The distributed hash table service need a reliable transport mechanism for two reasons. It’s important not to lose parts of the has table in transit. Moreover, for consistency, we rely on the fact that we never have two values for the same key on the system. This invariant could be violated if messages were duplicated.

We will build a non-duplicating ordered transport service. The fact that message delivery is ordered isn’t needed for the sharded hash table protocol, but it makes it easier to implement reliable non-duplicating transmission.

Specification

Here is the interface of the transport service:

module sht_transport(lower,req,shard,seq_num,id) = {

    relation requested(D:id,R:req)
    relation replied(D:id,R:req)
    relation delegated(D:id,S:shard)

    action send_request(src:id,dst:id,rq:req) returns (ok:bool)
    action send_delegate(src:id,dst:id,s:shard)  returns (ok:bool)
    action send_reply(src:id, dst:id, rq:req) returns (ok:bool)
    action recv_request(dst:id,rq:req)
    action recv_reply(dst:id,rq:req)
    action recv_delegate(dst:id,s:shard)

    ...
}

The lower parameter of the module is the low-level network interface, an unreliable, duplicating message sevice. Parameters req and shard are data types for message contents, seq_num is a type of packet sequence numbers and id is a type of process id’s.
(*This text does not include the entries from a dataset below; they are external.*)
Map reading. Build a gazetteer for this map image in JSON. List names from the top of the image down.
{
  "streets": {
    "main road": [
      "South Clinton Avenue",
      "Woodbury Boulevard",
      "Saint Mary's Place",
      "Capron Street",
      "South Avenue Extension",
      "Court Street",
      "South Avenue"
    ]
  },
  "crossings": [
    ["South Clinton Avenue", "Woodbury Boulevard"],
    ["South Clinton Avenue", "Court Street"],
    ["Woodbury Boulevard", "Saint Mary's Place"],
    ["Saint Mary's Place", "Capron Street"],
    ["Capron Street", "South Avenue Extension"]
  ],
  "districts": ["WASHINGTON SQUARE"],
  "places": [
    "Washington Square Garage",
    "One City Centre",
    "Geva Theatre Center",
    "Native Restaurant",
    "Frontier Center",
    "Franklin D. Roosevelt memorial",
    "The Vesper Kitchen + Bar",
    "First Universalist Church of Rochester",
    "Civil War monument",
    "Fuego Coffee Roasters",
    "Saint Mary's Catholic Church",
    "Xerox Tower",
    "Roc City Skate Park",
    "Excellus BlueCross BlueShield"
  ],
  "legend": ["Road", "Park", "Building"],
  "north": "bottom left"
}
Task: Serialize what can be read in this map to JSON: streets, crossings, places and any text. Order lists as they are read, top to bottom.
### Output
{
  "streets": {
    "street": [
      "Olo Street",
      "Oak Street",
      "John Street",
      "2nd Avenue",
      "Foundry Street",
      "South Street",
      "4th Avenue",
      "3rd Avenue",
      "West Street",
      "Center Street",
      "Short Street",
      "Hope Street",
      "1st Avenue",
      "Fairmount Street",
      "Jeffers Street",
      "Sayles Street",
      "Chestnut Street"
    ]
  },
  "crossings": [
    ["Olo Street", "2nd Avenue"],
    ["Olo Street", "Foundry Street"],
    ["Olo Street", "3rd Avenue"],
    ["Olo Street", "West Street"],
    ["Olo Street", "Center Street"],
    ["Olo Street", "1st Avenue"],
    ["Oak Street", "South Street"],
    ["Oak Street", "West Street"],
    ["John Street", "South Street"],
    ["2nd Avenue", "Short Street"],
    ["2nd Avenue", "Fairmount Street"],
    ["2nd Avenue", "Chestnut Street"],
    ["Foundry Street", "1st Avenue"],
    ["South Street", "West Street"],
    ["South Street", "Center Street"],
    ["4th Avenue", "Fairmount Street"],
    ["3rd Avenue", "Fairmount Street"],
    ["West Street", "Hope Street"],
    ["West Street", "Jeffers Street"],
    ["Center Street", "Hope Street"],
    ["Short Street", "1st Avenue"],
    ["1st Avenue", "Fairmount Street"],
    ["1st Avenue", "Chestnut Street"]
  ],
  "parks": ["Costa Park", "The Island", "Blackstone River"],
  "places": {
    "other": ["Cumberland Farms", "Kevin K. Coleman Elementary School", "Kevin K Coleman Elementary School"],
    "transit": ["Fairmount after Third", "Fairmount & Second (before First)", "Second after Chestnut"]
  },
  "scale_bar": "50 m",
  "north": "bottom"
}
The service has specific calls and call-backs for the three types of messages in the protocol: request, reply and delegate. The send actions return a Boolean ok to indicate the message was successfully enqueued. This allows for the possibility that the message queues are bounded.

There are three corresponding relations in the abstract state: requested, replied and delegated. Each indicates that a message of a given type is in transit to a certain destination. The type req is used for both request and reply messages, while the delegate message contains a shard.

The service specification has three parts relating to the three types of messages. Here is the specification for request messages:

    object spec = {

        after init {
            requested(D,R) := false
        }

        before send_request {
            assert ~requested(dst,rq)
        }

        after send_request {
            if ok {
                requested(dst,rq) := true
            }
        }

        before recv_request {
            assert requested(dst,rq);
            requested(dst,rq) := false
        }
        ...

The specifications for reply and delegate messages are similar. The specification does not allow a meesage to be sent if it is already in transit. In other words, we cannot have two identical messages in the network. This might at first seem odd. That is, there is no reason we cannot have to outstanding request for the same data. Request operations are unique, however, because each contains a unique transaction id as a ghost field.

Notice that send_request only records a request in transit if the return value ok is true. A request can only be received if it is in transit, and when it is received is removed from the set of requests in transit.

The specifications of the reply and delegation actions are similar, except for the data types.

Implementation

To implement the transport service, we need a concrete data type for messages. We’ll us a tagged union with four tags:

    type mtype = {request_t, reply_t, delegate_t, ack_t}

The first three are for our three types of protocol messages and the last, ack_t is for acknowledgment packets. Here is the struct that holds the messages:

object net_msg = {
    type t = struct {
        mty : mtype,
        src : id,
        num : seq_num.t,
        rq : req,
        sh : shard
    }
}

In has a tag mty, a source id, a sequence number and two payload fields: a req and a shard. This is a little bit wasteful of network bandwidth, since only one of these two fields is actually used. When Ivy has built-in support for tagged union types, this waste can be eliminated. Since we are using a concrete datatype for the messages, the IVy compiler can generate serializers and deserializers for messages. We don’t have to write them from scratch.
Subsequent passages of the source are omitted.